检测核心代码:src/align/detect_face.py/detect_face函数

def detect_face(img, minsize, pnet, rnet, onet, threshold, factor):
    """Detects faces in an image, and returns bounding boxes and points for them.
    img: input image
    minsize: minimum faces' size   20
    pnet, rnet, onet: caffemodel
    threshold: threshold=[th1, th2, th3], th1-3 are three steps's threshold  [ 0.6, 0.7, 0.7 ]
    factor: the factor used to create a scaling pyramid of face(图像金字塔) sizes to detect in the image. 0.709
    """
    #print('img shape before detect:',img.shape)
    factor_count=0
    total_boxes=np.empty((0,9))
    points=np.empty(0)
    h=img.shape[0]
    w=img.shape[1]
    minl=np.amin([h, w])
    m=12.0/minsize
    minl=minl*m
    # create scale pyramid
    scales=[]
    while minl>=12:         #满足这个条件,即min(h,w)>=minsize
        scales += [m*np.power(factor, factor_count)]
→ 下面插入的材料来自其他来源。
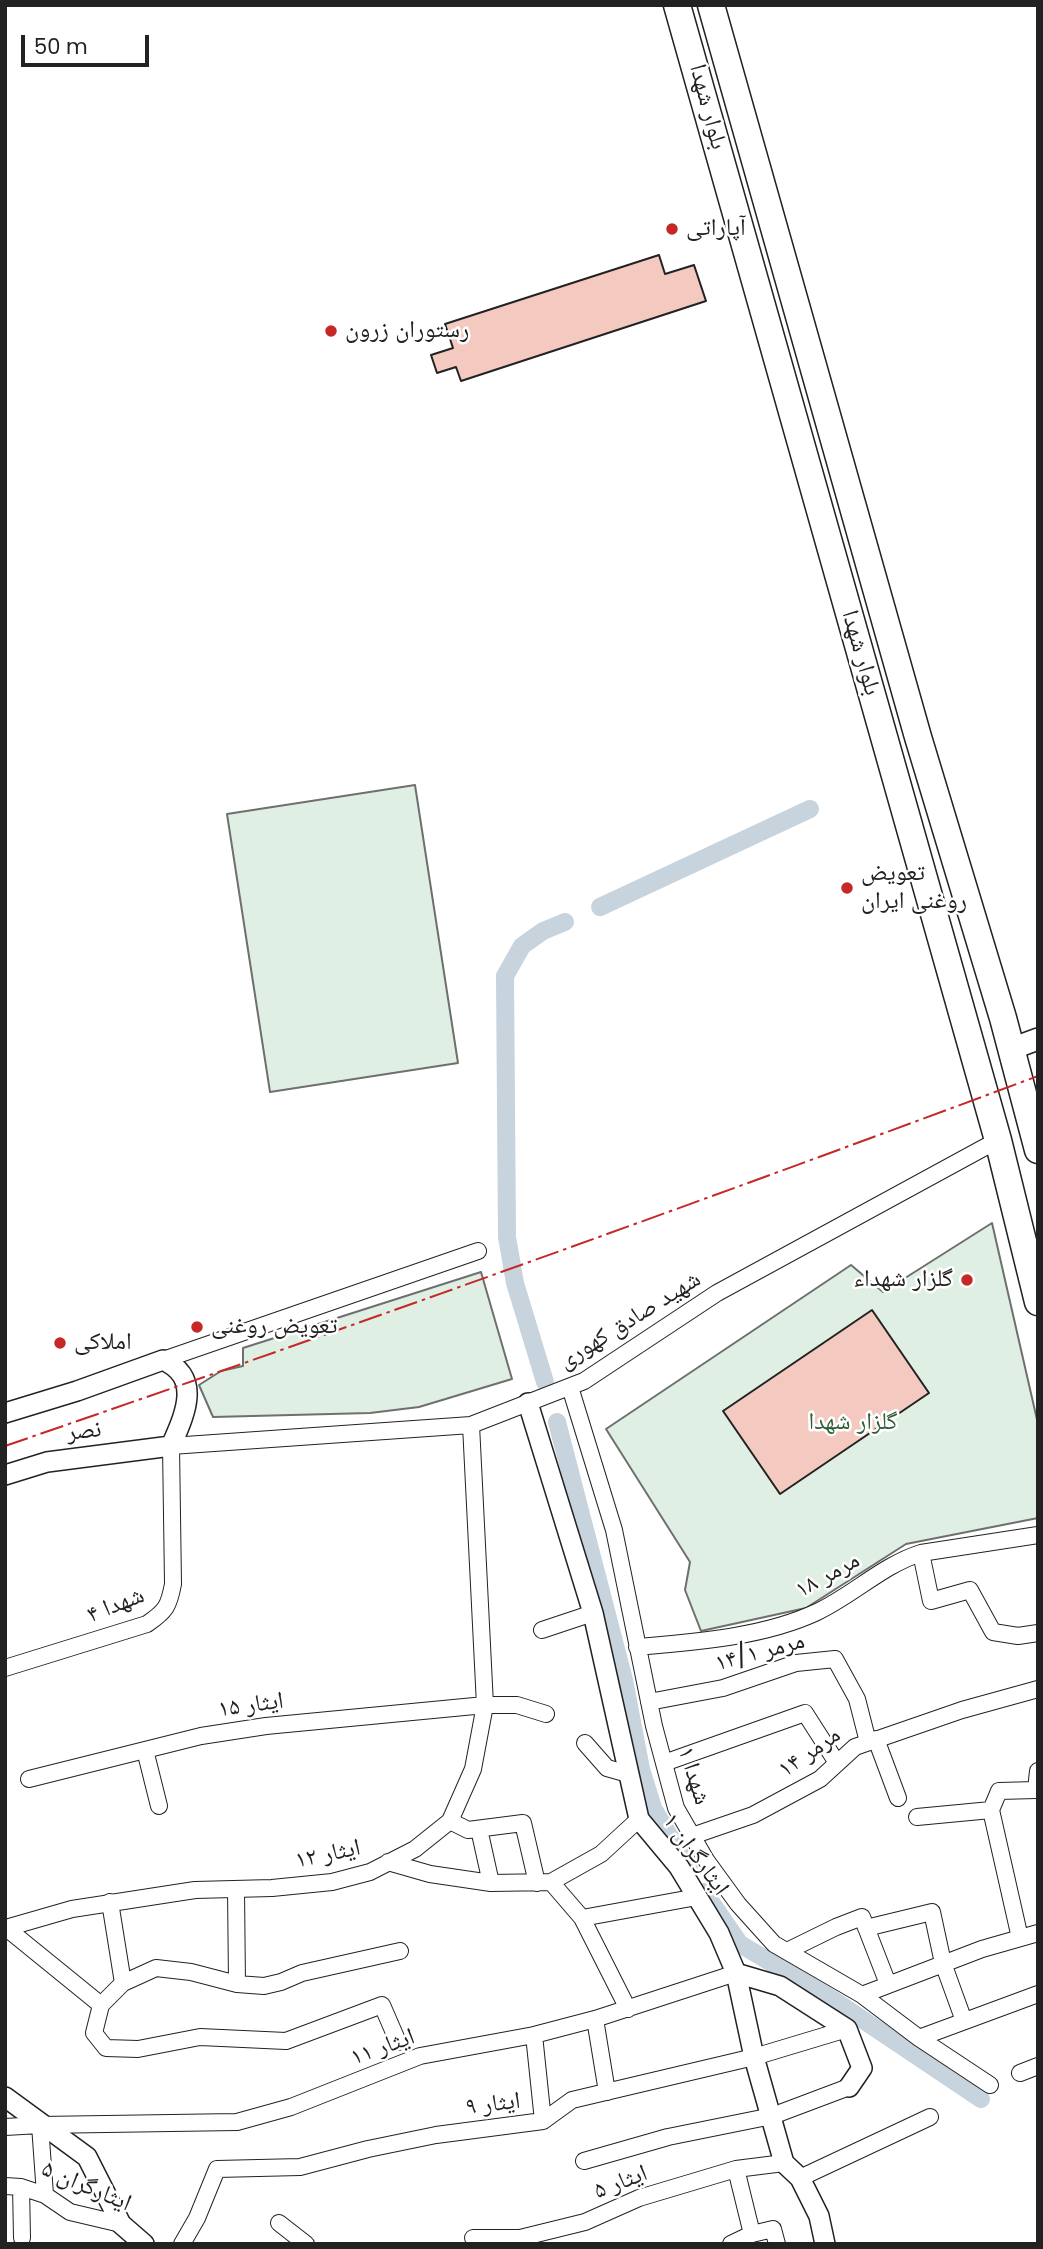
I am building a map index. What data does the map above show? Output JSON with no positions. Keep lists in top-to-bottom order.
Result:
{
  "streets": {
    "highway": ["بلوار شهدا"],
    "street": [
      "شهید صادق کهوری",
      "نصر",
      "مرمر ۱۸",
      "شهدا ۴",
      "مرمر ۱۴/۱",
      "ایثار ۱۵",
      "مرمر ۱۴",
      "شهدا ۱",
      "ایثار ۱۲",
      "ایثارگران ۱",
      "ایثار ۱۱",
      "ایثار ۹",
      "ایثار ۵",
      "ایثارگران ۵"
    ]
  },
  "crossings": [
    ["بلوار شهدا", "شهید صادق کهوری"],
    ["شهید صادق کهوری", "نصر"],
    ["شهید صادق کهوری", "شهدا ۴"],
    ["شهید صادق کهوری", "شهدا ۱"],
    ["شهید صادق کهوری", "ایثارگران ۱"],
    ["نصر", "شهدا ۴"],
    ["مرمر ۱۸", "شهدا ۱"],
    ["مرمر ۱۴/۱", "مرمر ۱۴"],
    ["مرمر ۱۴/۱", "شهدا ۱"],
    ["مرمر ۱۴", "شهدا ۱"],
    ["ایثار ۱۲", "ایثارگران ۱"],
    ["ایثارگران ۱", "ایثار ۱۱"],
    ["ایثارگران ۱", "ایثار ۹"],
    ["ایثارگران ۱", "ایثار ۵"]
  ],
  "parks": ["گلزار شهدا"],
  "places": [
    "آپاراتی",
    "رستوران زرون",
    "تعویض روغنی ایران",
    "گلزار شهداء",
    "تعویض روغنی",
    "املاکی"
  ],
  "scale_bar": "50 m"
}
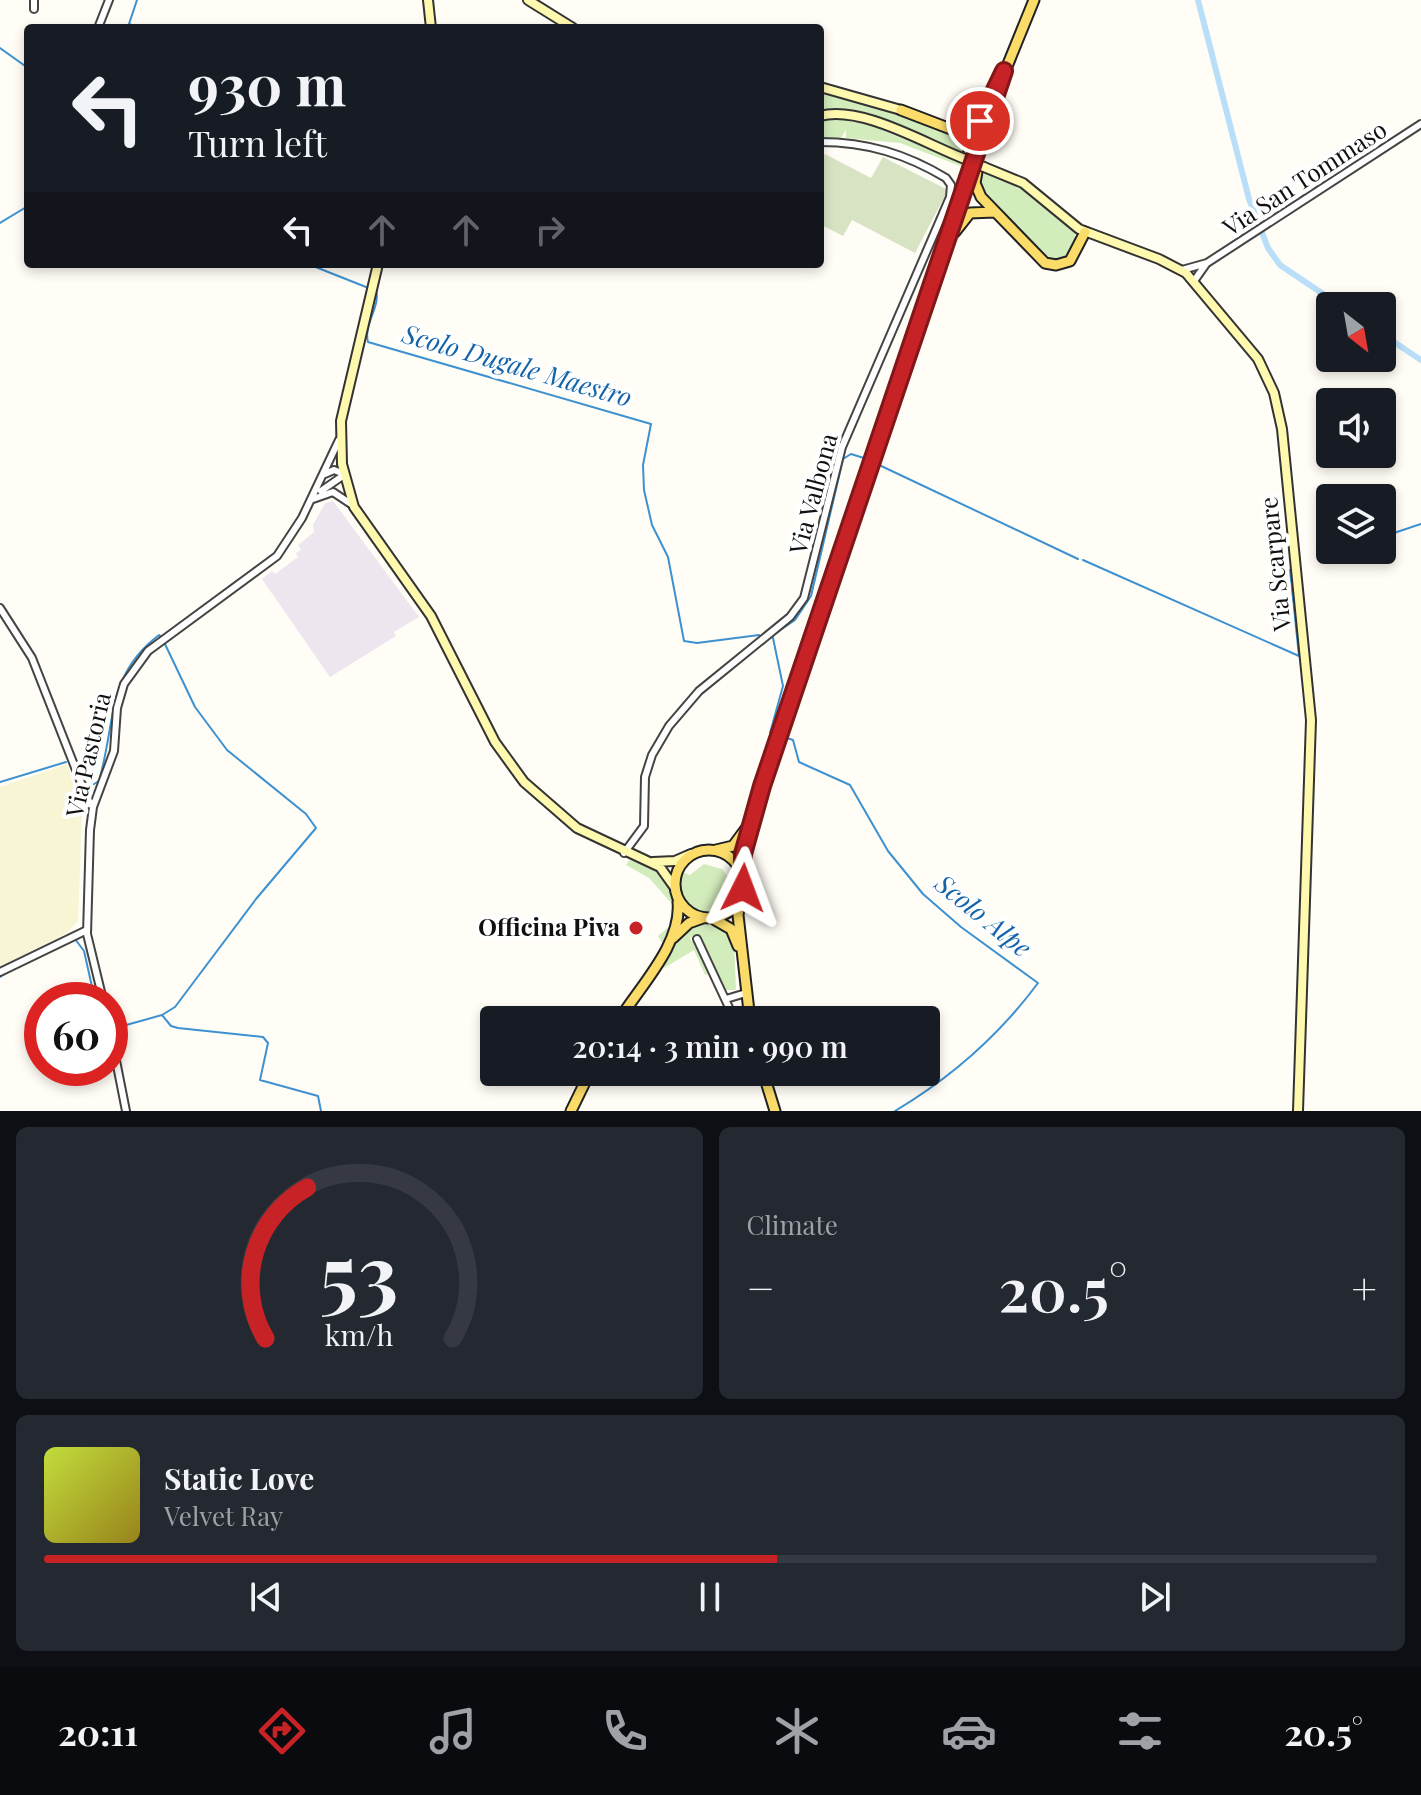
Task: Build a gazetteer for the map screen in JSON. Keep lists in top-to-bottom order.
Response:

        minl = minl*factor
        factor_count += 1
    
    #print('scales:',scales)  #若min(h,w)==250,则有8个scale,乘过(12/minsize)*250*factor^8<12可理解为250*factor^N<minsize,求N即可    
   # first stage    
    for scale in scales:
     #print('******scale:',scale)
        hs=int(np.ceil(h*scale))
        ws=int(np.ceil(w*scale))
        im_data = imresample(img, (hs, ws))
        im_data = (im_data-127.5)*0.0078125
        
        #print('im_data:',im_data.shape)
        img_x = np.expand_dims(im_data, 0)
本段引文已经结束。